**GOAL OF THE EXERCISE**. Number of lines with "halo" in the data: give that figure by itself.

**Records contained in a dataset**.
++++
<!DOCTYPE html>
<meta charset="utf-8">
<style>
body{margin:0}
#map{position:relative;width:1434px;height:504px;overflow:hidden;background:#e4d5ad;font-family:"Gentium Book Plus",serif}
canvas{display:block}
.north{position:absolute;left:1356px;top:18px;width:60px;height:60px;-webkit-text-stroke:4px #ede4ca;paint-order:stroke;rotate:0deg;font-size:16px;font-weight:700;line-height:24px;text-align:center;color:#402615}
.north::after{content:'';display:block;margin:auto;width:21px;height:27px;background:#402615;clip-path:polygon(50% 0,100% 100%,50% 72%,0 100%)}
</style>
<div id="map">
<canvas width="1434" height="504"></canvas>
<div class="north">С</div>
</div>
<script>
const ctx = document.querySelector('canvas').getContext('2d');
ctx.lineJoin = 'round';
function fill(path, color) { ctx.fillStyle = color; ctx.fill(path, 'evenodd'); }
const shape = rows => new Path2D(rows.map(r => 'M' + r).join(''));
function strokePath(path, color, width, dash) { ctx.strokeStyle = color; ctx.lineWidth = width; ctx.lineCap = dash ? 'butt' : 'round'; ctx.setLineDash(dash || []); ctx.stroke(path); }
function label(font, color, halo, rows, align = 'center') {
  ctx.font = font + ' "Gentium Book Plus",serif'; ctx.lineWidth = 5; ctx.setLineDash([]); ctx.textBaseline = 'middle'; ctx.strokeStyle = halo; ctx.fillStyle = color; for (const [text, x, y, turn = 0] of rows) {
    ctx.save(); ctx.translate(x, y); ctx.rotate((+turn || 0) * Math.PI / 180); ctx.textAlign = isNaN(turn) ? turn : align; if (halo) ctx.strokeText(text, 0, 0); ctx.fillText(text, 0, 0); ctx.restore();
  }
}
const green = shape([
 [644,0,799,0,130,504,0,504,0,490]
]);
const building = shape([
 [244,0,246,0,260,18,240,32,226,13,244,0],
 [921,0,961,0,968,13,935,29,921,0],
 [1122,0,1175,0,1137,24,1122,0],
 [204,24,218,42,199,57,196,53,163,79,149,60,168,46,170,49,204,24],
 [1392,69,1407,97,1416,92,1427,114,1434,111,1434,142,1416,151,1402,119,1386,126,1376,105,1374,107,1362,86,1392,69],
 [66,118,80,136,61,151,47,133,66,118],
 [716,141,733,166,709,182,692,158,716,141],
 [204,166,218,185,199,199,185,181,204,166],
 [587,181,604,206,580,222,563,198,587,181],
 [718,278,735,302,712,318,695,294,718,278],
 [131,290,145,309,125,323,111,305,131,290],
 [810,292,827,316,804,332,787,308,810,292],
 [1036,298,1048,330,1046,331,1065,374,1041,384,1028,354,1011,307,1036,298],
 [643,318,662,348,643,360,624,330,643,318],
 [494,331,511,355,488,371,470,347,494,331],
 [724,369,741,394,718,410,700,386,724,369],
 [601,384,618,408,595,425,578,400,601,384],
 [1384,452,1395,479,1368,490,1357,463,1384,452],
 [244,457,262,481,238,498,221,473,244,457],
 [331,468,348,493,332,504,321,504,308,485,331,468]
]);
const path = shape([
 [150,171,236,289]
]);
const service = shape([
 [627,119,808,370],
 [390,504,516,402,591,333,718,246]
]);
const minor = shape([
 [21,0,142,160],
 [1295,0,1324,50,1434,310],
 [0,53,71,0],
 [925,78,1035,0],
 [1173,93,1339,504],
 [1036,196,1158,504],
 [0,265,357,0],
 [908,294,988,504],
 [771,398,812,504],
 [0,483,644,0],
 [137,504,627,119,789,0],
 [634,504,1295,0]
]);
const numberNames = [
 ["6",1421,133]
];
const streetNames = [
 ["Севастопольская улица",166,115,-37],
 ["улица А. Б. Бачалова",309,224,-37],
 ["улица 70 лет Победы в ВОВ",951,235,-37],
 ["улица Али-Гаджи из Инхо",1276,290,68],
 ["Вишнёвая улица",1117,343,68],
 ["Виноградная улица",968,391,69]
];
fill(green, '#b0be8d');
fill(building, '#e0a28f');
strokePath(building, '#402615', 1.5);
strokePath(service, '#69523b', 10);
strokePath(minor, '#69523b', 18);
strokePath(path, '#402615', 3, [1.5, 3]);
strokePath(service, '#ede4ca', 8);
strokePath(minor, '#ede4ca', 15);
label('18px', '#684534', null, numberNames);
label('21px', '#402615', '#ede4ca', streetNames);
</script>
++++
**REPLY**. 3